Funding for Mosaic came from the High-Performance Computing and Communications

Initiative, a funding program initiated by the High Performance Computing and

Communication Act of 1991, one of several computing developments initiated by

Senator Al Gore.[12] Prior to the release of Mosaic, graphics were not commonly mixed

with text in Web pages, and its popularity was less than older protocols in use over the

Internet, such as Gopher and Wide Area Information Servers (WAIS). Mosaic's graphical

user interface allowed the Web to become, by far, the most popular Internet protocol.

The World Wide Web Consortium (W3C) was founded by Tim Berners-Lee after he left

the European Organization for Nuclear Research (CERN) in October, 1994. It was

founded at the Massachusetts Institute of Technology Laboratory for Computer Science

(MIT/LCS) with support from the Defense Advanced Research Projects Agency

(DARPA)—which had pioneered the Internet—and the European Commission.

Standards
Web standards

Many formal standards and other technical specifications define the operation of

different aspects of the World Wide Web, the Internet, and computer information

exchange. Many of the documents are the work of the World Wide Web Consortium

(W3C), headed by Berners-Lee, but some are produced by the Internet Engineering

Task Force (IETF) and other organizations.

Usually, when Web standards are discussed, the following publications are seen as

foundational:

* Recommendations for markup languages, especially HTML and XHTML, from the

W3C. These define the structure and interpretation of hypertext documents.
* Recommendations for stylesheets, especially CSS, from the W3C.
* Standards for ECMAScript (usually in the form of JavaScript), from Ecma

International.
* Recommendations for the Document Object Model, from W3C.

Additional publications provide definitions of other essential technologies for the World

Wide Web, including, but not limited to, the following:

* Uniform Resource Identifier (URI), which is a universal system for referencing

resources on the Internet, such as hypertext documents and images. URIs, often called

URLs, are defined by the IETF's RFC 3986 / STD 66: Uniform Resource Identifier (URI):

Generic Syntax, as well as its predecessors and numerous URI scheme-defining RFCs;
* HyperText Transfer Protocol (HTTP), especially as defined by RFC 2616: http://1.1

and RFC 2617: HTTP Authentication, which specify how the browser and server

authenticate each other.

Privacy

Computer users, who save time and money, and who gain conveniences and

entertainment, may or may not have surrendered the right to privacy in exchange for

using a number of technologies including the Web.[13] Worldwide, more than a half

billion people have used a social network service,[14] and of Americans who grew up

with the Web, half created an online profile[15] and are part of a generational shift

that could be changing norms.[16][17] Among services paid for by advertising, Yahoo!

could collect the most data about users of commercial websites, about 2,500 bits of

information per month about each typical user of its site and its affiliated advertising

network sites.
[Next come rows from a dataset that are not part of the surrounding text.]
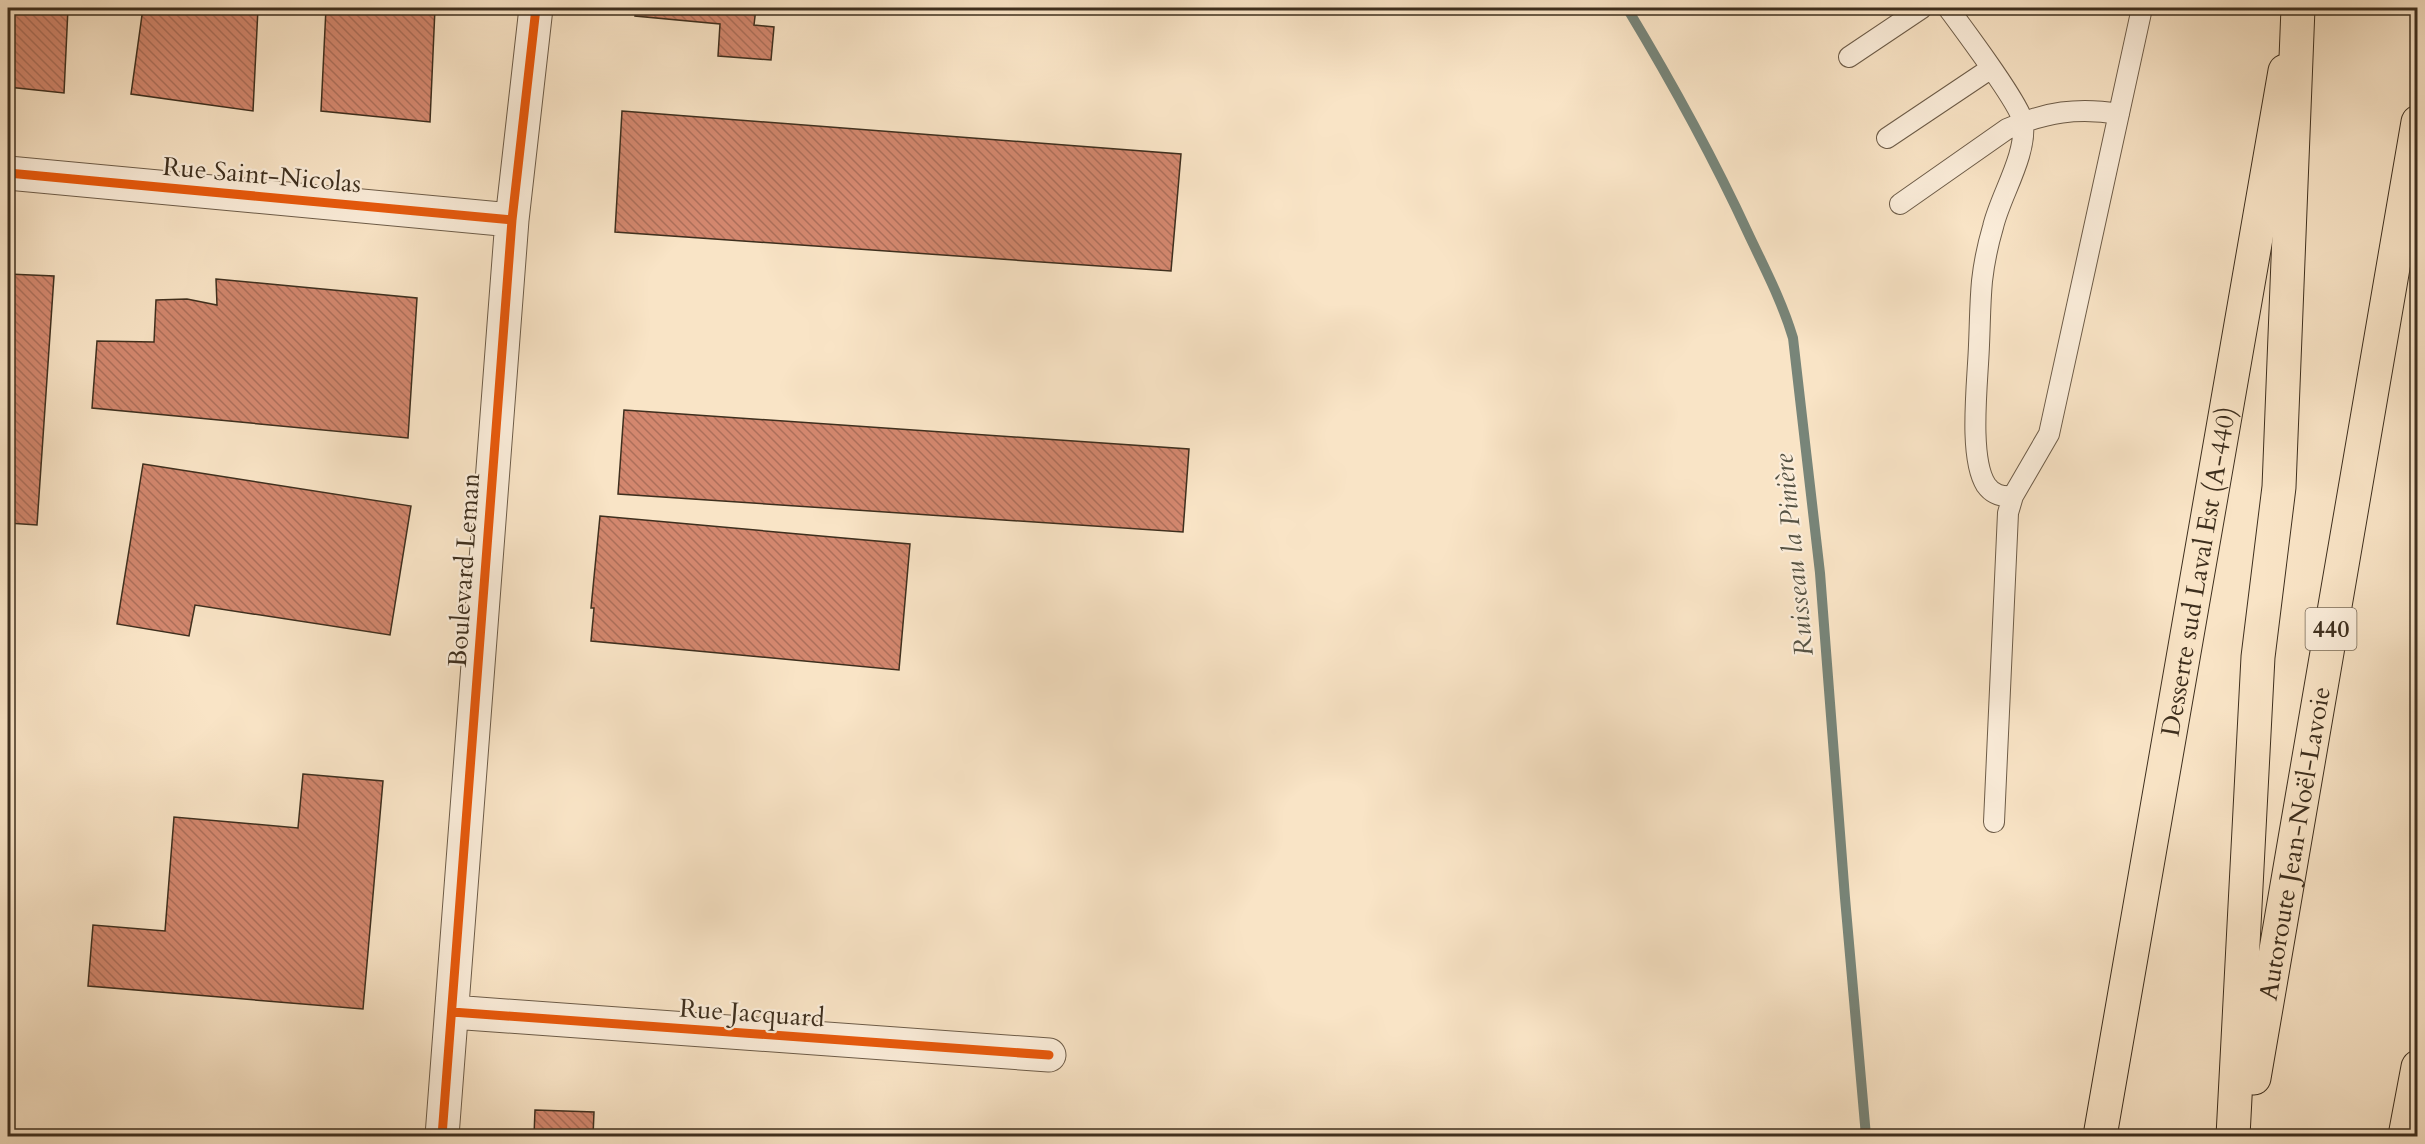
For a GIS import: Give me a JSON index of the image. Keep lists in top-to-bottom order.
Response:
{
  "streets": {
    "highway": ["Desserte sud Laval Est (A-440)", "440", "Autoroute Jean-Noël-Lavoie"],
    "street": ["Rue Saint-Nicolas", "Boulevard Leman", "Rue Jacquard"]
  },
  "crossings": [
    ["Rue Saint-Nicolas", "Boulevard Leman"],
    ["Boulevard Leman", "Rue Jacquard"]
  ],
  "water": ["Ruisseau la Pinière"]
}
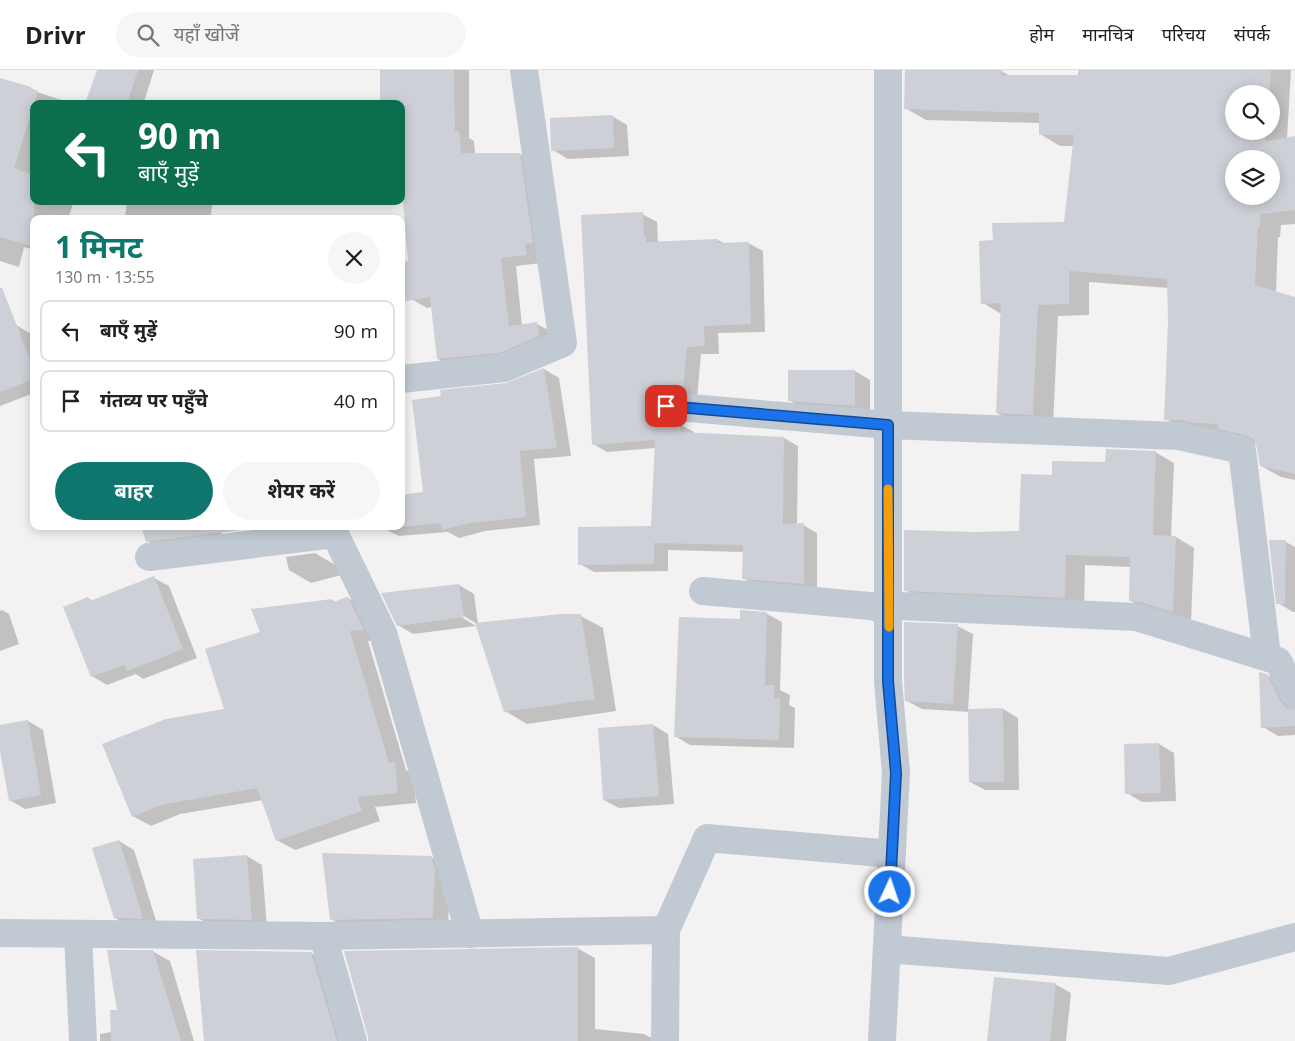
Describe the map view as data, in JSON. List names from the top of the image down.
{
  "page": {
    "header": "Drivr",
    "search": "यहाँ खोजें",
    "nav": [
      "होम",
      "मानचित्र",
      "परिचय",
      "संपर्क"
    ],
    "turn": ["90 m", "बाएँ मुड़ें"],
    "heading": ["1 मिनट", "130 m · 13:55"],
    "list": [
      {
        "name": "बाएँ मुड़ें",
        "value": "90 m"
      },
      {
        "name": "गंतव्य पर पहुँचे",
        "value": "40 m"
      }
    ],
    "buttons": ["बाहर", "शेयर करें"]
  }
}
Yahoo! was followed by MySpace with about half that potential and then

by AOL-TimeWarner, Google, Facebook, Microsoft, and eBay.[18]
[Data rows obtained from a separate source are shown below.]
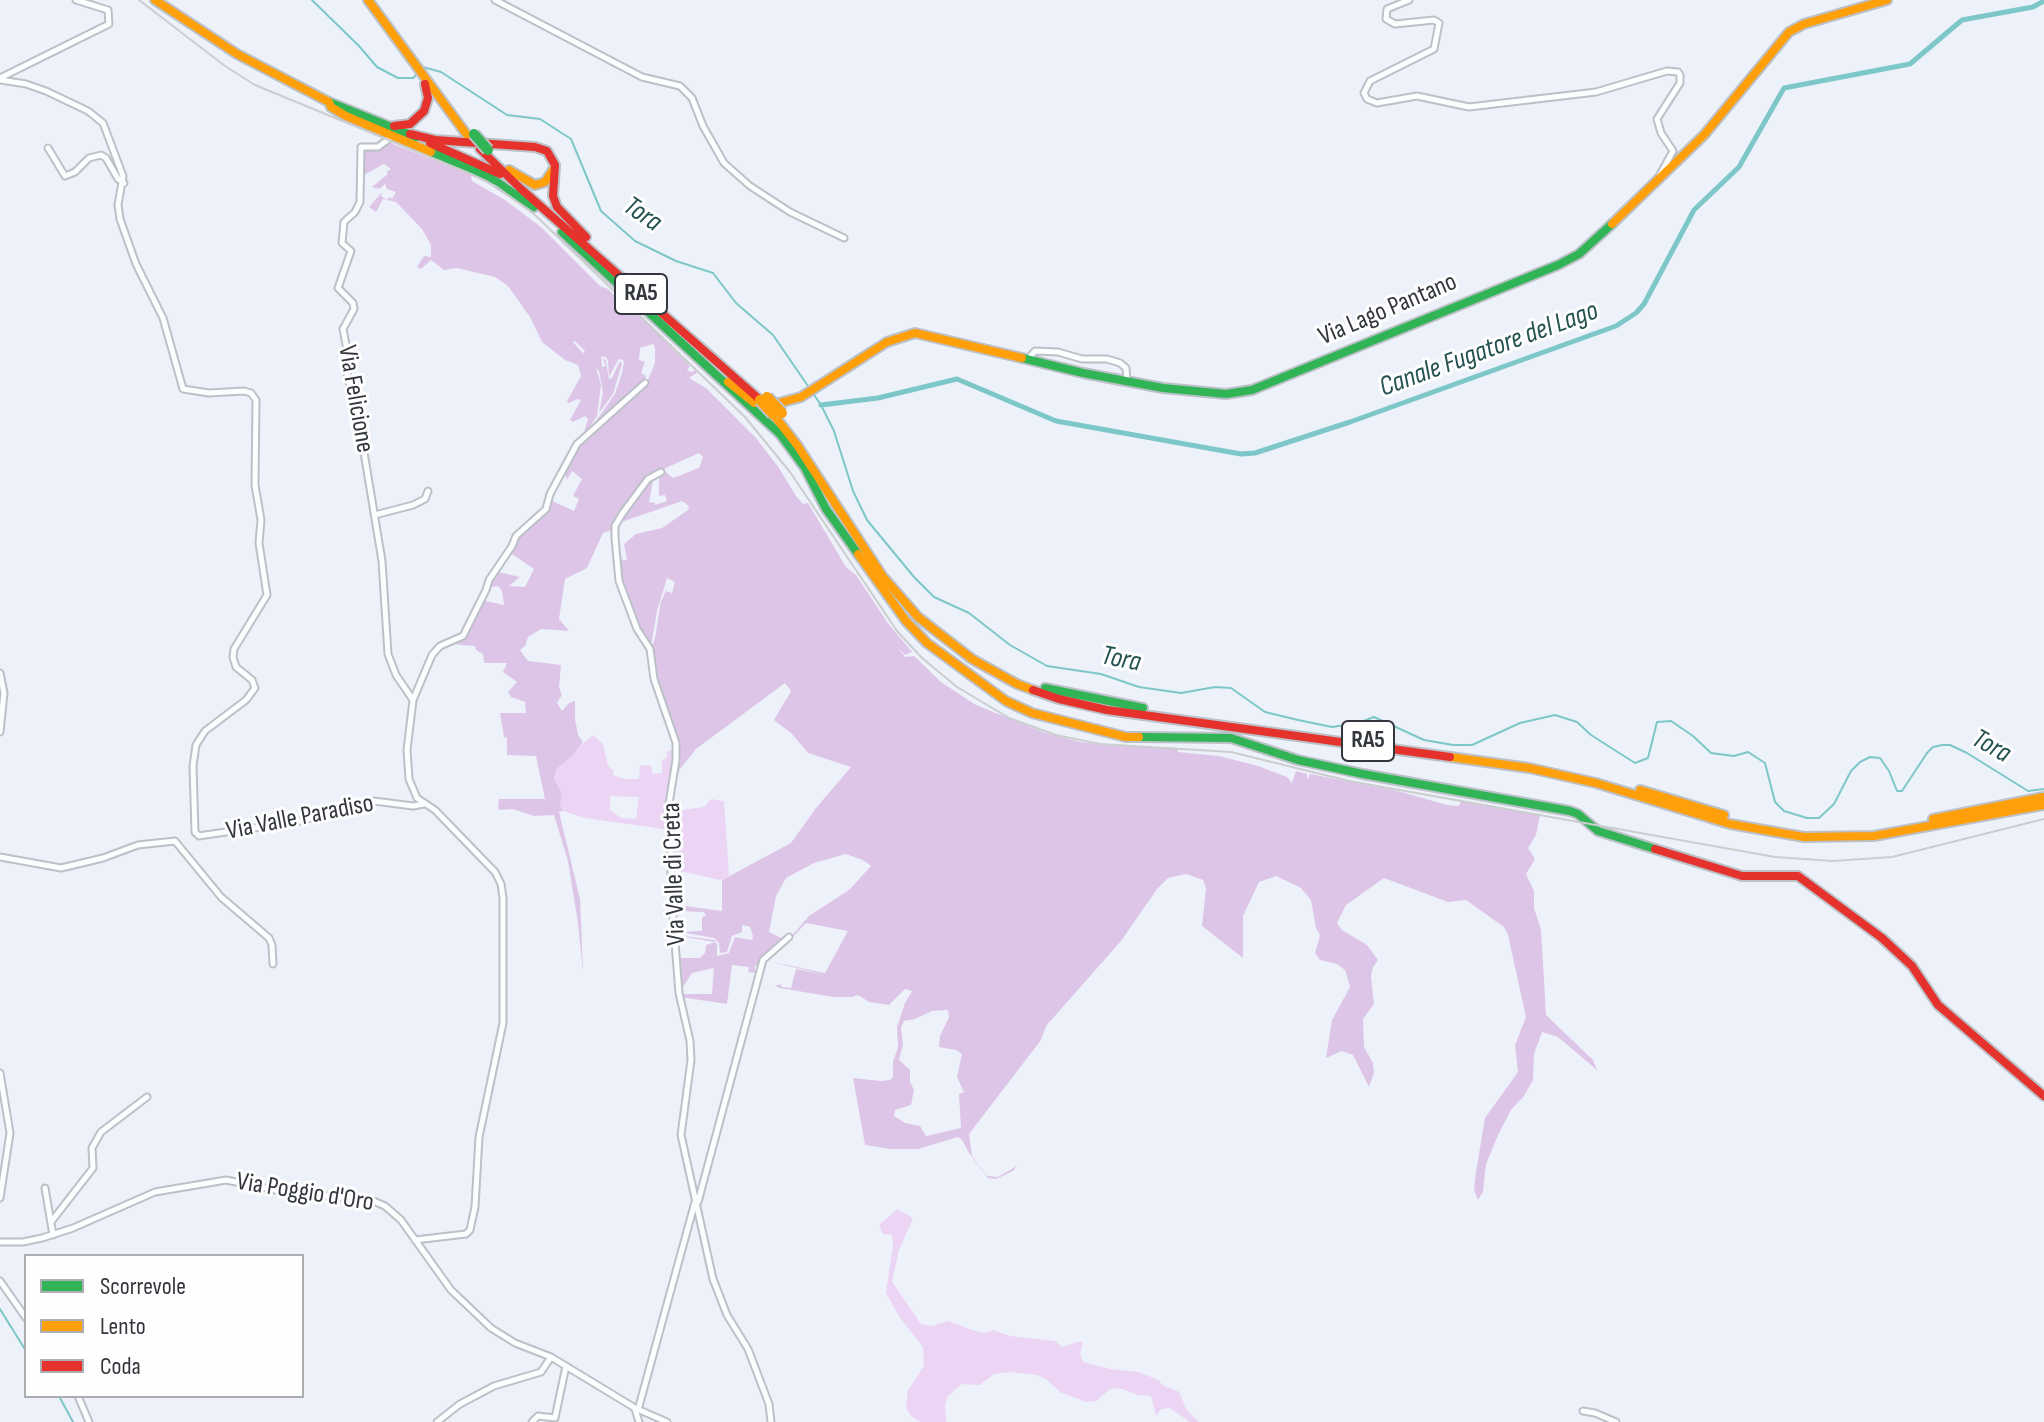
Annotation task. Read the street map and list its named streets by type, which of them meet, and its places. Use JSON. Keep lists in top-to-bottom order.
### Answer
{
  "streets": {
    "main road": ["RA5", "Via Lago Pantano"],
    "street": [
      "Via Felicione",
      "Via Valle Paradiso",
      "Via Valle di Creta",
      "Via Poggio d'Oro"
    ]
  },
  "water": ["Tora", "Canale Fugatore del Lago"],
  "legend": ["Scorrevole", "Lento", "Coda"]
}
Privacy representatives from 60 countries have resolved to ask for laws to complement

industry self-regulation, for education for children and other minors who use the Web,

and for default protections for users of social networks.[19] They also believe data

protection for personally identifiable information benefits business more than the sale

of that information.[19] Users can opt-in to features in browsers from companies such

as Apple, Google, Microsoft (beta) and Mozilla (beta) to clear their personal histories

locally and block some cookies and advertising networks[20] but they are still tracked

in websites' server logs.[citation needed] Berners-Lee and colleagues see hope in

accountability and appropriate use achieved by extending the Web's architecture to

policy awareness, perhaps with audit logging, reasoners and appliances.[21]

Security

The Web has become criminals' preferred pathway for spreading malware. Cybercrime

carried out on the Web can include identity theft, fraud, espionage and intelligence

gathering.[22] Web-based vulnerabilities now outnumber traditional computer security

concerns,[23] and as measured by Google, about one in ten Web pages may contain

malicious code.[24] Most Web-based attacks take place on legitimate websites, and

most, as measured by Sophos, are hosted in the United States, China and Russia.[25]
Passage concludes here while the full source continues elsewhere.